To remain competitive, the status quo was not an option. But with fiscal and human resources strained, officials had to get creative to solve the problem.
While many schools invest heavily in infrastructure improvements only to do the same in a few years to battle obsolescence, Brockport looked outside. After engaging in an RFP process, it contracted with Apogee, an Austin, Texas, firm that provides residential network (ResNet) solutions, and within a few months, the situation had improved markedly. “We were looking at hundreds of thousands of dollars to upgrade initially and then about every three years to do it over and over,” Sauro says, “whereas Apogee provides the service and the equipment along with the upgrades.”

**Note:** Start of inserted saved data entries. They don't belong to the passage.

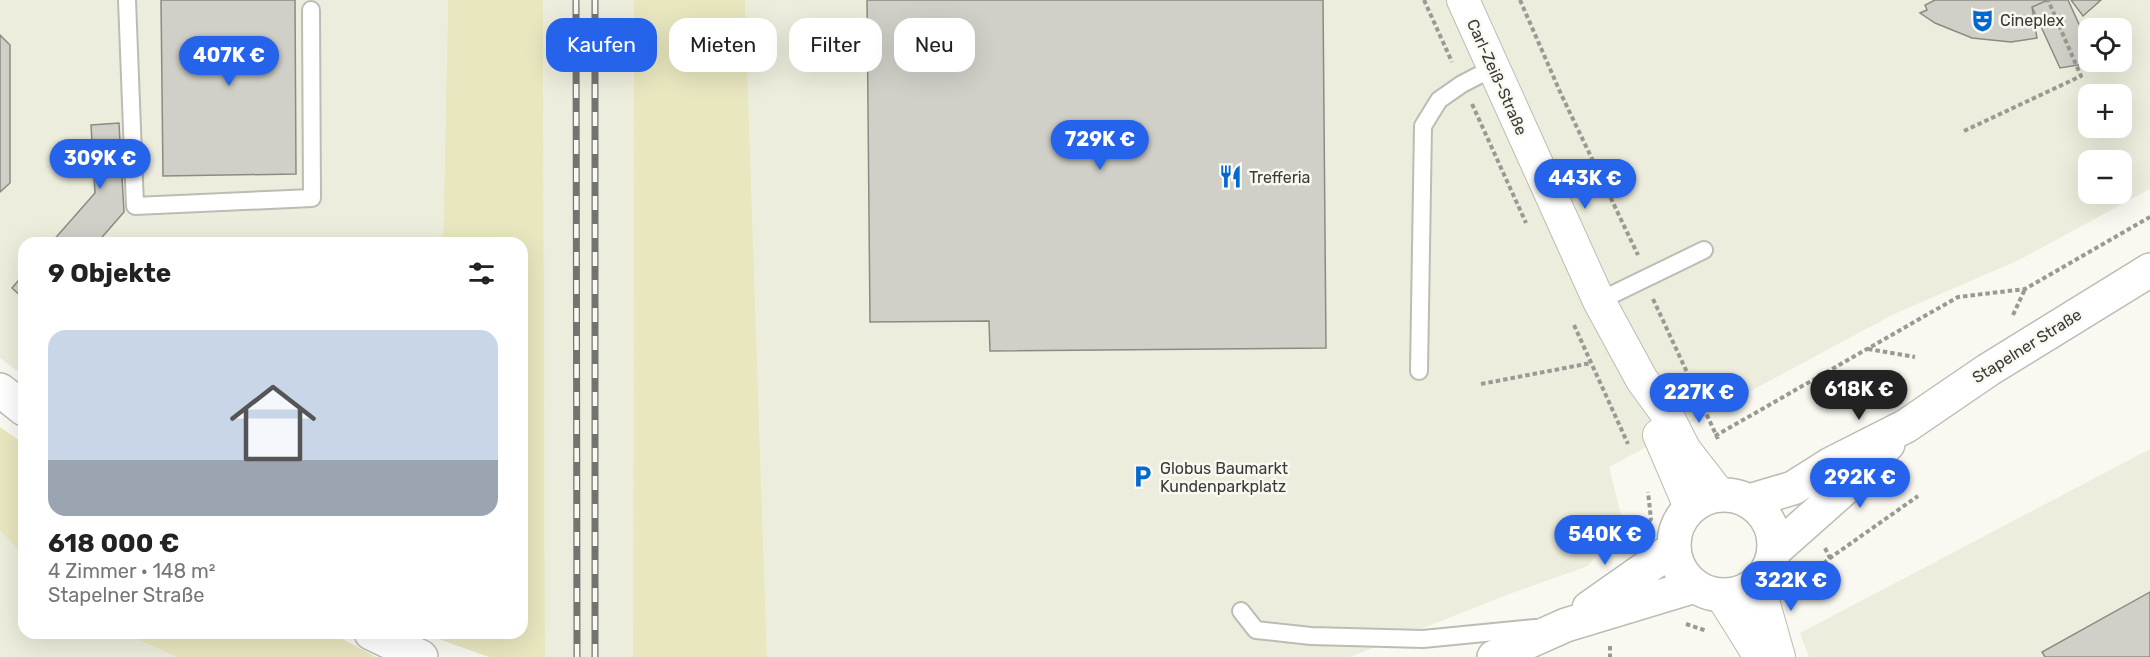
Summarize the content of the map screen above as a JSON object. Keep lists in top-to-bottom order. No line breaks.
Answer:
{"streets":{"street":["Carl-Zeiß-Straße","Stapelner Straße"]},"crossings":[["Carl-Zeiß-Straße","Stapelner Straße"]],"places":{"theatre":["Cineplex"],"restaurant":["Trefferia"],"parking":["Globus Baumarkt Kundenparkplatz"]},"page":{"map_buttons":["+","−"],"chip":["Kaufen","Mieten","Filter","Neu"],"price":["407K €","729K €","309K €","443K €","618K €","227K €","292K €","540K €","322K €"],"heading":"9 Objekte","list":[{"name":"618 000 €","note":"4 Zimmer · 148 m² · Stapelner Straße"}]}}
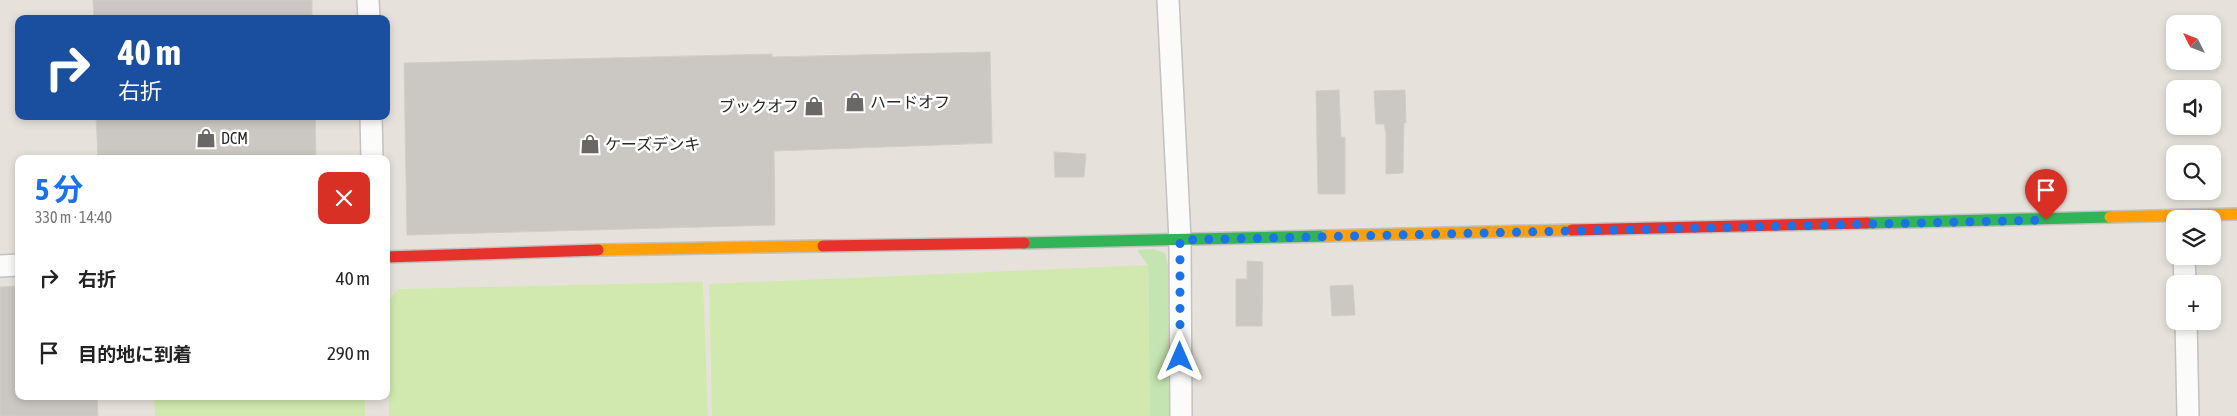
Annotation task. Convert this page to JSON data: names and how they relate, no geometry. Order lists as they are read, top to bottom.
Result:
{
  "places": {
    "shop": [
      "ハードオフ",
      "ブックオフ",
      "DCM",
      "ケーズデンキ"
    ]
  },
  "north": "top left",
  "page": {
    "map_buttons": "+",
    "turn": ["40 m", "右折"],
    "heading": ["5 分", "330 m · 14:40"],
    "list": [
      {
        "name": "右折",
        "value": "40 m"
      },
      {
        "name": "目的地に到着",
        "value": "290 m"
      }
    ]
  }
}
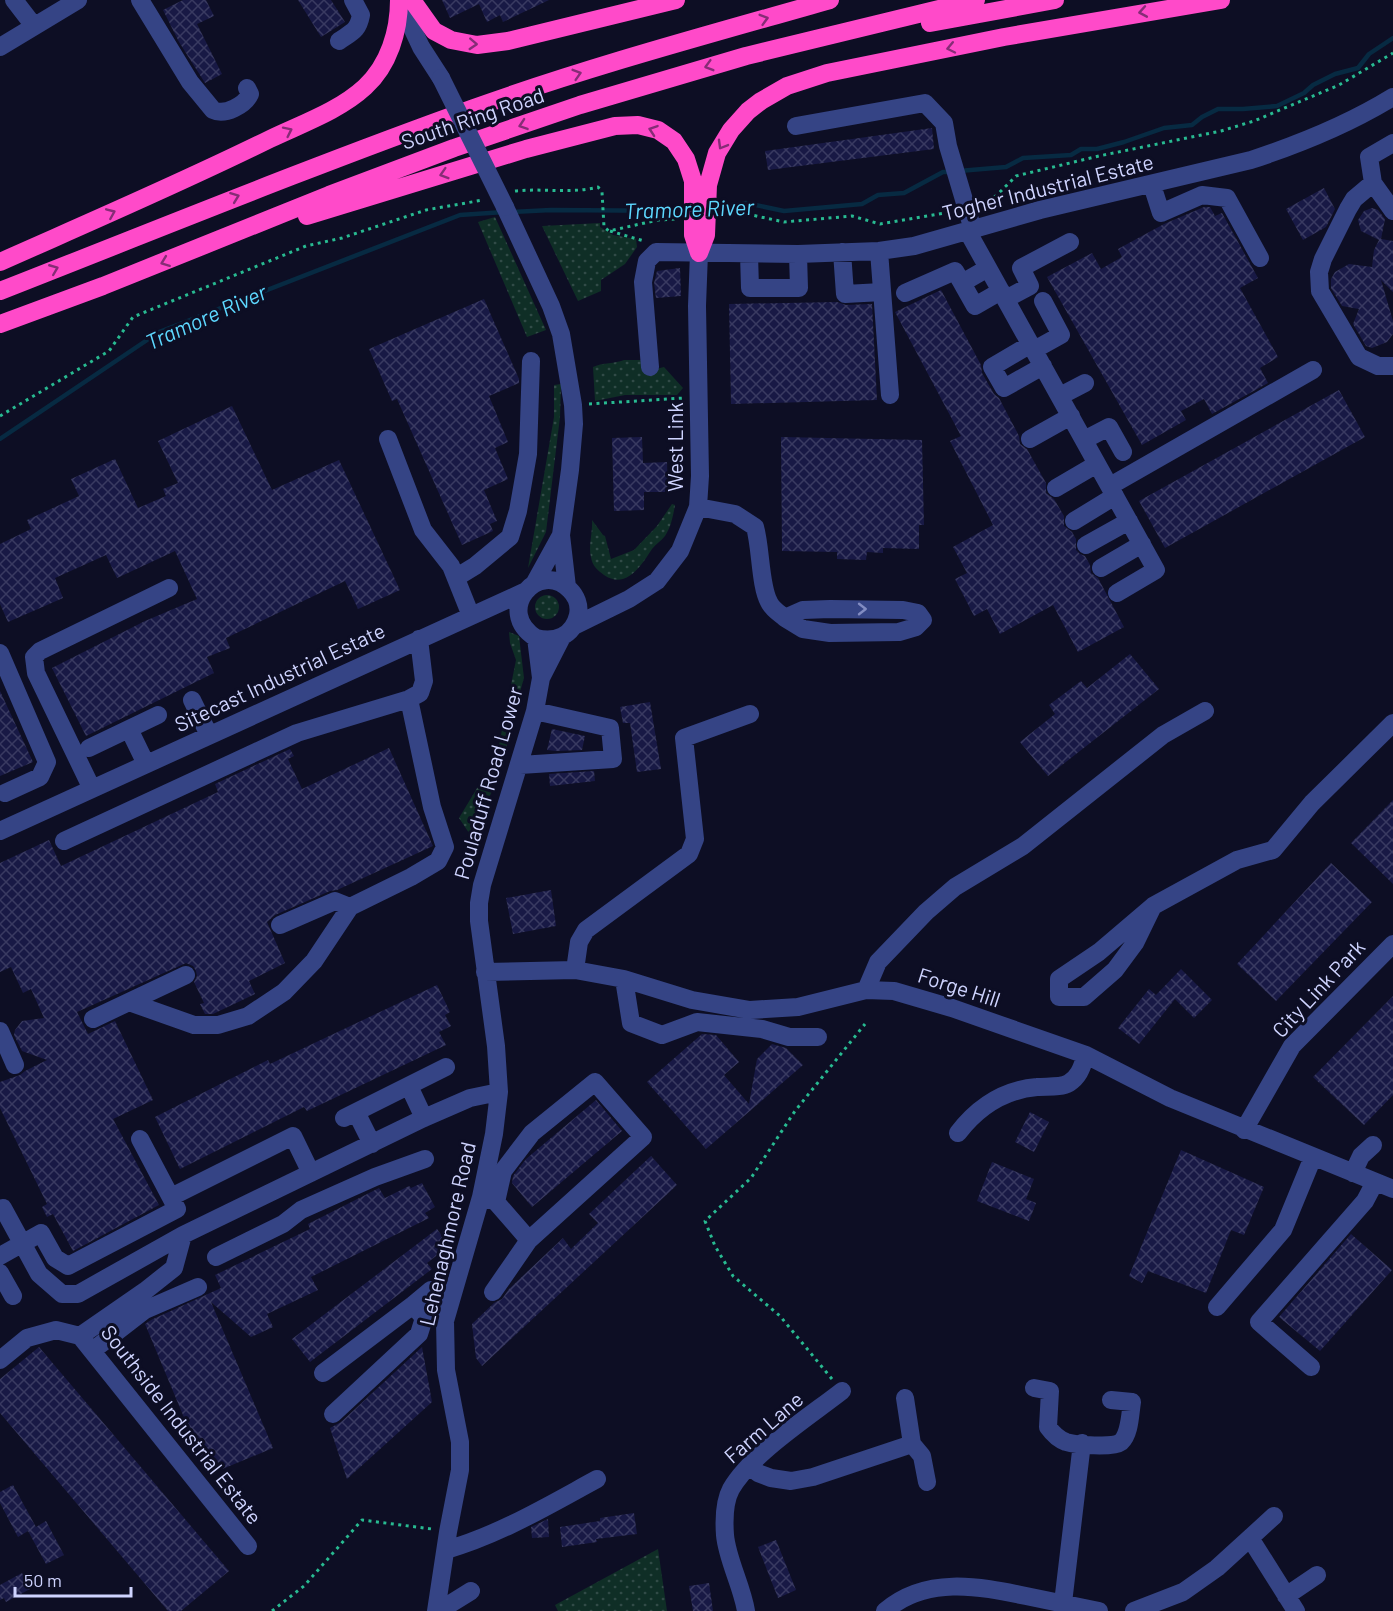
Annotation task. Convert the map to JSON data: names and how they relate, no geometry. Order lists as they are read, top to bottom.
{
  "streets": {
    "highway": ["South Ring Road"],
    "street": [
      "Togher Industrial Estate",
      "West Link",
      "Sitecast Industrial Estate",
      "Pouladuff Road Lower",
      "Forge Hill",
      "City Link Park",
      "Lehenaghmore Road",
      "Southside Industrial Estate",
      "Farm Lane"
    ]
  },
  "crossings": [
    ["Togher Industrial Estate", "West Link"],
    ["West Link", "Sitecast Industrial Estate"],
    ["West Link", "Pouladuff Road Lower"],
    ["Sitecast Industrial Estate", "Pouladuff Road Lower"],
    ["Pouladuff Road Lower", "Forge Hill"],
    ["Pouladuff Road Lower", "Lehenaghmore Road"],
    ["Forge Hill", "City Link Park"],
    ["Forge Hill", "Lehenaghmore Road"]
  ],
  "water": ["Tramore River"],
  "scale_bar": "50 m"
}
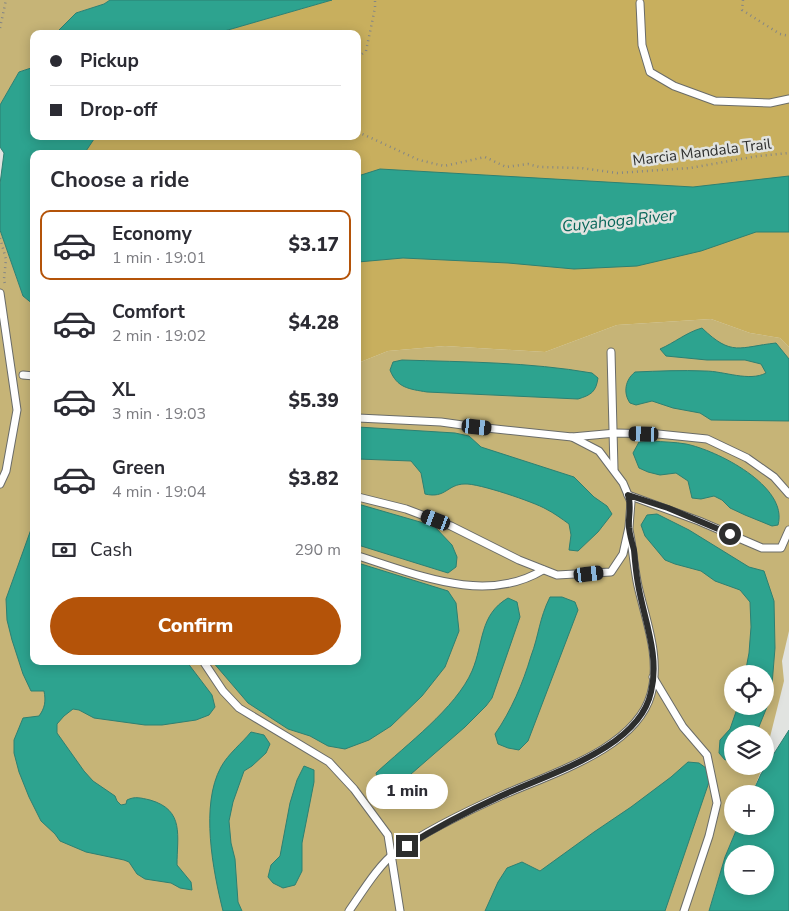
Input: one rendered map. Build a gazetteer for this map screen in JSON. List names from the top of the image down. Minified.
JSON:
{"streets":{"path":["Marcia Mandala Trail"]},"water":["Cuyahoga River"],"page":{"banner":["Pickup","Drop-off"],"heading":"Choose a ride","list":[{"name":"Economy","note":"1 min · 19:01","value":"$3.17"},{"name":"Comfort","note":"2 min · 19:02","value":"$4.28"},{"name":"XL","note":"3 min · 19:03","value":"$5.39"},{"name":"Green","note":"4 min · 19:04","value":"$3.82"}],"pay":["Cash","290 m"],"buttons":"Confirm","map_buttons":["+","−"],"bubble":"1 min"}}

The college estimates that foregoing additional staff and equipment upgrades in favor of an outsourced solution saved it at least $500,000. Student residences now are completely wireless, and Apogee provides 24/7, 365-day technical support.
“Apogee has the strategy of answering everything within 30 seconds,” Sauro says. “It’s amazing. They’ve done it very well. They don’t always hit it, but they’re very consistent.”
Brockport surveys report a nearly 90 percent satisfaction rate with residents’ internet connectivity service and an 80 percent satisfaction level with Wi-Fi access.
“Our buildings were built in the ’50s and ’60s,” Sauro says. “They’re not made for wireless at all. We have elevators, concrete, and brick. We’re trying to educate the students that when your neighbor is turning on their microwave, your wireless might go out. When someone’s going down the elevator, your wireless might go out. We managed to work with Apogee to get more wireless access points out there, and the students seem to be very happy now.”
The virus is gone, and with the ResNet now separate from the administrative network, institutional computer resources are much safer. The school’s new ResNet also gives administrators a direct way to communicate emergency notifications and warnings to all residents through a campus television network. The solution, says Sauro, is simply “a no-brainer.” -T.D.